Extracted data entries
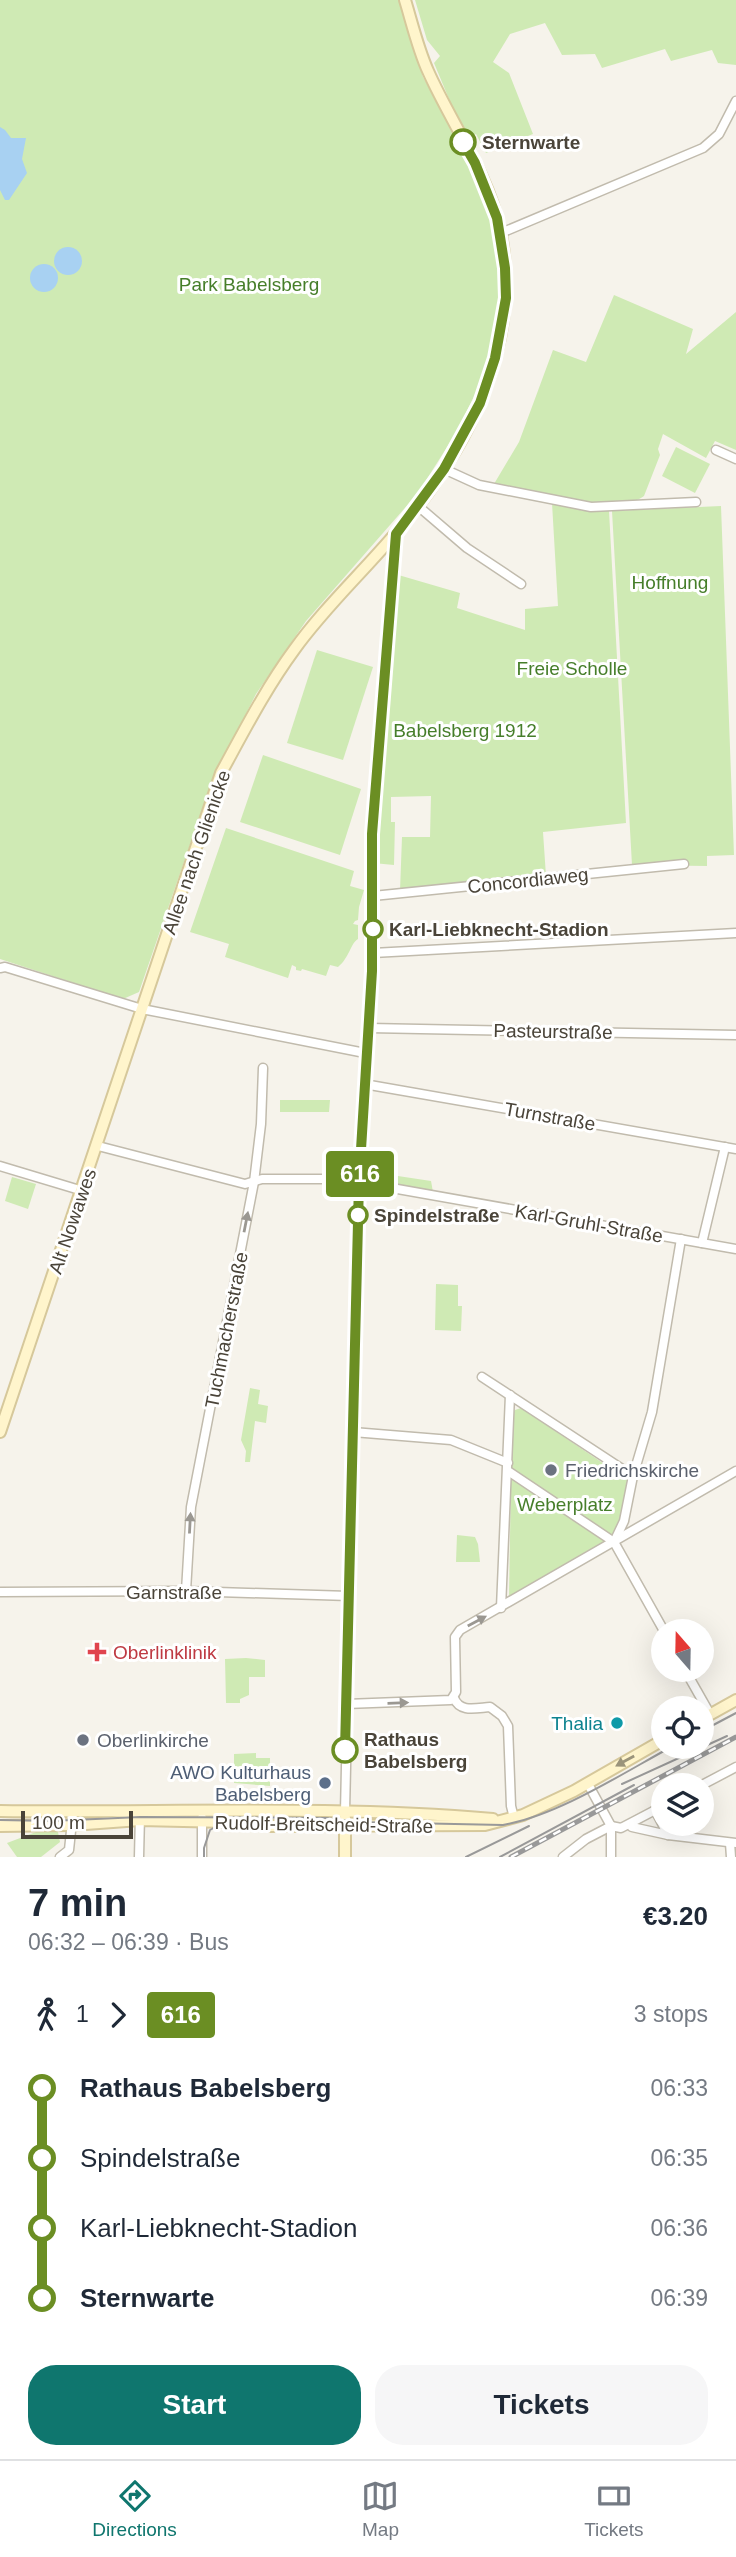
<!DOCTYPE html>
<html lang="en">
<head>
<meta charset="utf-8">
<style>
  :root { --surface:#fff; --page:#f6f6f7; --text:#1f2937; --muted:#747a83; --line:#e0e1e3; --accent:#0f766e }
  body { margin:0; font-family:Helvetica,sans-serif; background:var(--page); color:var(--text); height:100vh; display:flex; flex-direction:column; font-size:26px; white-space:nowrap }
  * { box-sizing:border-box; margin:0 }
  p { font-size:23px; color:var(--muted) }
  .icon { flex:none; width:38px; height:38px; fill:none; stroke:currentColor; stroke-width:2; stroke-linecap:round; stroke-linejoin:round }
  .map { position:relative; height:1857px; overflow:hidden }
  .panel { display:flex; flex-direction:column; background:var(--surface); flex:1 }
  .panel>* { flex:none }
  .badge { padding:0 14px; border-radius:5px; font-size:24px; line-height:46px }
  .needle { width:46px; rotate:340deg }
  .fabs { position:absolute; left:651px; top:1619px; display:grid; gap:14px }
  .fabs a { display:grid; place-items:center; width:63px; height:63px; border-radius:50%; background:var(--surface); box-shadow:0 7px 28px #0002; font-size:35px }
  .scale { position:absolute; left:21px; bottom:18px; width:112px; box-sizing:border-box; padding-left:7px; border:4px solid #4a4439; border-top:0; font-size:19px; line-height:24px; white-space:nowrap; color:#4a4439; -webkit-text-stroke:5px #fff; paint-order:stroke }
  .map>.badge { position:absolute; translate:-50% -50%; box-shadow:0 0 0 4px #fff }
  .legs { display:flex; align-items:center; gap:10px; height:77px; padding:0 28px; font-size:23px }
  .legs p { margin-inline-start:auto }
  .summary { display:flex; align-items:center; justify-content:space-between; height:119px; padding:0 28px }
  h1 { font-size:38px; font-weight:600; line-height:52px }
  .action { display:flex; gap:14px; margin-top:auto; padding:14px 28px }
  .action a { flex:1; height:80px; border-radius:28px; background:var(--accent); color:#fff; font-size:28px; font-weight:600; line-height:80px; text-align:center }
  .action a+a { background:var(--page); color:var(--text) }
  ul { padding:0 28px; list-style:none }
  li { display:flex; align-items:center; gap:24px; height:70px; font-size:26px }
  li i { display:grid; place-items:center; width:10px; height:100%; margin:0 9px; background:currentColor }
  li i::after { content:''; width:18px; height:18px; margin:-9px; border:5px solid; border-radius:50%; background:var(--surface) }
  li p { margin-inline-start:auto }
  li:first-child i { background:linear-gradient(#0000 50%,currentColor 0) }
  li:last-child i { background:linear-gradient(currentColor 50%,#0000 0) }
  .tabs { display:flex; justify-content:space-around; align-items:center; height:98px; border-top:2px solid var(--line); background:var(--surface); font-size:19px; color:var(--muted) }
  .tabs a { display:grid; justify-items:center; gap:4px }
  .tabs .current { color:var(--accent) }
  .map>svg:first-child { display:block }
</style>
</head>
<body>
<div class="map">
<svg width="736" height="1857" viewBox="0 0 736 1857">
  <rect width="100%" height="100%" fill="#f6f3eb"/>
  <!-- green -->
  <g fill="#cfeab4">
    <polygon points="0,0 399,0 423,77 467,159 494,226 501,275 499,305 485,374 456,433 418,493 306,621 256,694 212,781 139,992 123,999 0,959"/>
    <polygon points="415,0 736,0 736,65 718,63 712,50 671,61 665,49 602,68 595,54 562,55 545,23 510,34 493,62 509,73 533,134 486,153 476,134 468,138 454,111 434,63 440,56 427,40"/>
    <path d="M 614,295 L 693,329 L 686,354 L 736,312 L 736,450 L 715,441 L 706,458 L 663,434 L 658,449 L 660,455 L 644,496 C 620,516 526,490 494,484 L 519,442 L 553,350 L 586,362 Z"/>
    <polygon points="676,447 710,464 695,493 662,476"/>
    <polygon points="552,503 584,511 609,511 626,823 543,832 546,876 400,891 402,837 430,837 431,796 391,797 391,822 395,822 394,865 373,863 395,574 460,593 457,608 525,630 525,609 558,606"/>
    <polygon points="721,506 734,855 707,856 707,866 632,865 612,511"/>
    <polygon points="317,650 373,667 343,760 287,743"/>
    <polygon points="263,755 361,789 340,855 240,822"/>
    <path d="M 226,828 L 354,871 L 350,886 L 364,890 L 359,907 L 358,920 L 355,921 L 353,924 L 358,925 L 358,939 C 350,944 350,957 338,967 L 330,965 L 326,976 L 302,969 L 301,971 L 296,970 L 296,967 L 292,965 L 288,978 L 225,957 L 229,944 L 190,932 Z"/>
    <polygon points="280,1100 330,1100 329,1112 280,1112"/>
    <polygon points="378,1173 431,1181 433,1192 378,1182"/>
    <polygon points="12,1177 36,1184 28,1209 5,1201"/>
    <polygon points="436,1284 458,1285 458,1306 462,1306 461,1331 435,1330"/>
    <polygon points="250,1388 260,1390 258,1404 268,1406 266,1423 255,1421 250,1462 245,1462 246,1451 241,1440"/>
    <polygon points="521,1408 628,1480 615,1540 509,1599 512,1415 515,1410"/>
    <polygon points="457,1535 475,1537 478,1544 480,1562 456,1562"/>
    <polygon points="246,1658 265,1660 265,1677 249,1677 249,1695 240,1699 240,1703 226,1703 225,1659"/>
    <polygon points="256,1753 256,1758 270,1758 270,1786 234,1783 234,1754"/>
    <polygon points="36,1832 58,1832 60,1842 41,1857 17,1857 7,1843"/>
  </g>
  <!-- water -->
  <g fill="#a8d1f2">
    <polygon points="0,127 5,130 11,138 26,138 22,159 27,173 9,200 5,200 0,190"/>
    <circle cx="68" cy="261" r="14"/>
    <circle cx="44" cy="278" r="14"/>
  </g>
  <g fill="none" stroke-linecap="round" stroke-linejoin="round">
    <defs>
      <g id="street">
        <polyline points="501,233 703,148 719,134 736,101"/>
        <polyline points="716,450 736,459"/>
        <polyline points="444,469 479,485 591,507 696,502"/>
        <polyline points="418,506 467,548 521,584"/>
        <polyline points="373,896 684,864"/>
        <polyline points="373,953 736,933"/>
        <polyline points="0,968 5,967 142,1009 365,1053"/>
        <polyline points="369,1028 736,1035"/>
        <polyline points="364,1084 736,1149"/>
        <polyline points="98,1146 245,1184 262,1179 341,1179 736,1249"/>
        <polyline points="0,1166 83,1191"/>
        <polyline points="702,1243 725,1147"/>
        <polyline points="482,1377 633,1476"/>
        <polyline points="353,1432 451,1440 508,1463"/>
        <polyline points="508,1471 614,1542 664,1631"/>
        <polyline points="615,1540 624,1521 633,1476 652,1412 681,1239"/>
        <polyline points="186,1591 191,1507 254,1182 261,1124 263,1068"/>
        <polyline points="0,1592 186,1591 349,1596"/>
        <polyline points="501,1608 510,1395"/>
        <polyline points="685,1670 710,1714"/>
        <path d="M 454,1698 C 460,1713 476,1708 490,1707 L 502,1716 L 508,1726 L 511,1806 L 514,1818"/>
        <polyline points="346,1704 451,1700 456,1692 455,1637 460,1630 736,1471"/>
        <polyline points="588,1784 611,1826 611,1857"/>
        <polyline points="702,1785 736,1767"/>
        <polyline points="655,1810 668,1835"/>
        <polyline points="345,1812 359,1182 372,971 372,834 395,534"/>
        <polyline points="611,1826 621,1828 663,1806"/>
        <polyline points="632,1827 668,1835 736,1843"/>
        <polyline points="730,1843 731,1857"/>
        <polyline points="60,1857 69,1850 73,1812"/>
        <polyline points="139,1857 140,1815"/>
        <polyline points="202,1857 202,1818"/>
        <polyline points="563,1857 586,1839 611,1826"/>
      </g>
      <g id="secondary">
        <path d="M 0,1432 L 221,773 C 244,731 266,688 294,650 C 324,608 362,573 395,534 C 467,451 524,342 500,230 C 488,173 451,123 428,71 C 418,49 412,23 405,0"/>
        <polyline points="702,1719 736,1700"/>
        <path d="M 0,1811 C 164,1813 330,1805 493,1819"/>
        <polyline points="0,1826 72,1825 140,1820 227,1822 270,1826 485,1825 523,1815 574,1791 663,1740"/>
        <polyline points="345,1857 345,1818"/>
      </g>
    </defs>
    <!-- street casing -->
    <use href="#street" stroke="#c1bbad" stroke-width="11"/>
    <!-- secondary casing -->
    <use href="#secondary" stroke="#d6c89b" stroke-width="14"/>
    <!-- street -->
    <use href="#street" stroke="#fff" stroke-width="8"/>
    <!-- secondary -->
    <use href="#secondary" stroke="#fff5cc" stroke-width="10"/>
    <!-- tram -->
    <g stroke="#999" stroke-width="2">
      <polyline points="702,1731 736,1713"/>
      <polyline points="622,1784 727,1736"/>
      <path d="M 0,1820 L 51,1821 L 140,1817 L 326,1818 L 358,1822 L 503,1825 C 559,1815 623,1773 673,1746"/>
      <polyline points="204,1857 204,1848 210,1830 228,1820"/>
      <polyline points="466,1857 529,1826"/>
      <polyline points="500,1857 634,1785"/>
    </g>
    <defs>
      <polyline id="rail" points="511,1857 736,1737"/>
    </defs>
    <!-- rail casing -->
    <use href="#rail" stroke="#999" stroke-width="5"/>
    <!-- rail -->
    <use href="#rail" stroke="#fff" stroke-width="2.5" stroke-dasharray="8" stroke-linecap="butt"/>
  </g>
  <!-- one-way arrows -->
  <defs><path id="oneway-solid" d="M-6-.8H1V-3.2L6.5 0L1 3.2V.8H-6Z" transform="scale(1.75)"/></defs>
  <g fill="#9b9892">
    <use href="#oneway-solid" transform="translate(246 1222) rotate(-79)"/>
    <use href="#oneway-solid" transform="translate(190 1523) rotate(-87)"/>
    <use href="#oneway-solid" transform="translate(477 1621) rotate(-28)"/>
    <use href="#oneway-solid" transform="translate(398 1703) rotate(-2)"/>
  </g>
  <use fill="#9b947b" href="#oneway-solid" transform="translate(625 1761) rotate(151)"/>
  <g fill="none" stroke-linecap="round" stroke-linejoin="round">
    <defs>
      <polyline id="line-1" points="345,1750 359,1182 372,971 372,834 396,534 444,469 480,403 495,358 506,298 505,268 497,218 475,163 463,142"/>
    </defs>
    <!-- line-1 casing -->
    <use href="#line-1" stroke="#fff" stroke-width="16"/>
    <!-- line-1 -->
    <use href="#line-1" stroke="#6b8e23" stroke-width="10"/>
  </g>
  <!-- markers -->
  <g fill="#fff" stroke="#6b8e23" stroke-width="3.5">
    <circle cx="463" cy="142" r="12"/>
    <circle cx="373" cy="929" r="9"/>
    <circle cx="358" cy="1215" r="9"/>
    <circle cx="345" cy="1750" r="12"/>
  </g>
  <g fill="#6b7280" stroke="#fff" stroke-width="2.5">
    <circle cx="551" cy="1470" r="7"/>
    <circle cx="83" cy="1740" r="7"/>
  </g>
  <path fill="#e0444e" stroke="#fff" stroke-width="2.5" d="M93.5 1641.5h7v7h7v7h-7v7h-7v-7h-7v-7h7z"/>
  <circle fill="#0f9aa8" stroke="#fff" stroke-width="2.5" cx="617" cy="1723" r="7"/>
  <circle fill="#5c6f8a" stroke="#fff" stroke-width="2.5" cx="325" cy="1783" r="7"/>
  <g text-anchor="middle" stroke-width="6" stroke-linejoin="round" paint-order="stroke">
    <!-- stop labels -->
    <g font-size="19" font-weight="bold" fill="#4a4439" stroke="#fff" text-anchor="start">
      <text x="482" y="149">Sternwarte</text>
      <text x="389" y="936">Karl-Liebknecht-Stadion</text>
      <text x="374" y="1222">Spindelstraße</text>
      <text x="364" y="1746">Rathaus<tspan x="364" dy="22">Babelsberg</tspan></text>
    </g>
    <!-- park labels -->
    <g font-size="19" fill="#467e2a" stroke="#fff">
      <text x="249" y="291">Park Babelsberg</text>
      <text x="670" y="589">Hoffnung</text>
      <text x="572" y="675">Freie Scholle</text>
      <text x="465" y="737">Babelsberg 1912</text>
      <text x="565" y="1511">Weberplatz</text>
    </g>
    <!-- street labels -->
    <g font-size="19" fill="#4a4439" stroke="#fff">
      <text transform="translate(196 852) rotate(-71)" y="7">Allee nach Glienicke</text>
      <text transform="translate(528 880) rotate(-6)" y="7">Concordiaweg</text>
      <text transform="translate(553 1031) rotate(1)" y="7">Pasteurstraße</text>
      <text transform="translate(550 1116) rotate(10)" y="7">Turnstraße</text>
      <text transform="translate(72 1221) rotate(-71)" y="7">Alt Nowawes</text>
      <text transform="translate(589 1223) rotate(10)" y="7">Karl-Gruhl-Straße</text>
      <text transform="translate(226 1330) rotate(-79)" y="7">Tuchmacherstraße</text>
      <text x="174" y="1599">Garnstraße</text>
      <text transform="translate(324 1824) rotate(1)" y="7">Rudolf-Breitscheid-Straße</text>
    </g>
    <!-- worship labels -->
    <g font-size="19" fill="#5b616d" stroke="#fff" text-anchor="start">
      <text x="565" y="1477">Friedrichskirche</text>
      <text x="97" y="1747">Oberlinkirche</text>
    </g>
    <!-- health labels -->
    <g font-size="19" fill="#be3a42" stroke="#fff" text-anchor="start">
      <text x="113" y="1659">Oberlinklinik</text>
    </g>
    <!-- culture labels -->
    <g font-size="19" fill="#0d838f" stroke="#fff" text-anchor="end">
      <text x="603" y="1730">Thalia</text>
    </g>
    <!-- service labels -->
    <g font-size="19" fill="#4e5e75" stroke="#fff" text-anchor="end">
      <text x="311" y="1779">AWO Kulturhaus<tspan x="311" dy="22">Babelsberg</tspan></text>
    </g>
  </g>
</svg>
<div class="fabs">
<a><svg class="needle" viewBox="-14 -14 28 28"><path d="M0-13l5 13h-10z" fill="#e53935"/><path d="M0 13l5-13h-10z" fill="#747a83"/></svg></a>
<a><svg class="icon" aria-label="locate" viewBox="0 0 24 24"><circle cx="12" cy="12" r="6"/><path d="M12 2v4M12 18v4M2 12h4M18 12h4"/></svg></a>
<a><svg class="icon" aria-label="layers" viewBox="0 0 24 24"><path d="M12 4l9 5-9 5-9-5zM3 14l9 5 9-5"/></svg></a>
</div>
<div class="scale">100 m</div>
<b class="badge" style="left:360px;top:1174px;background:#6b8e23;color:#fff">616</b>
</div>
<section class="panel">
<div class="summary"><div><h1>7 min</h1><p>06:32 – 06:39 · Bus</p></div><b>€3.20</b></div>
<div class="legs"><svg class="icon" aria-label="walk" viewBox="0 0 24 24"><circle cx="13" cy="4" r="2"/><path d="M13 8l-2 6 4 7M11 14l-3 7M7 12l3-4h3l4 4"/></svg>1<svg class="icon" aria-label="forward" viewBox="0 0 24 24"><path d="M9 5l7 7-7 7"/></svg><b class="badge" style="background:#6b8e23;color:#fff">616</b><p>3 stops</p></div>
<ul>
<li><i style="color:#6b8e23"></i><b>Rathaus Babelsberg</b><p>06:33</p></li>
<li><i style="color:#6b8e23"></i><span>Spindelstraße</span><p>06:35</p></li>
<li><i style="color:#6b8e23"></i><span>Karl-Liebknecht-Stadion</span><p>06:36</p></li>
<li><i style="color:#6b8e23"></i><b>Sternwarte</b><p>06:39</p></li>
</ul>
<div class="action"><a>Start</a><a>Tickets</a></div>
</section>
<nav class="tabs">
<a class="current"><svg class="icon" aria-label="directions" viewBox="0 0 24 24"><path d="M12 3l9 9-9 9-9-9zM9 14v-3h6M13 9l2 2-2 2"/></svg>Directions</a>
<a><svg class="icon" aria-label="map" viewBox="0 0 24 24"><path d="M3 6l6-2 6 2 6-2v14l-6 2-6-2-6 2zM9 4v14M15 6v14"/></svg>Map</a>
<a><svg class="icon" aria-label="tickets" viewBox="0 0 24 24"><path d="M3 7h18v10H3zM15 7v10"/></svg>Tickets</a>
</nav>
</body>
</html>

Problem statement — The lines that contain the word "body" are wanted; copy each of them from the records.

Written reply —
  body { margin:0; font-family:Helvetica,sans-serif; background:var(--page); color:var(--text); height:100vh; display:flex; flex-direction:column; font-size:26px; white-space:nowrap }
<body>
</body>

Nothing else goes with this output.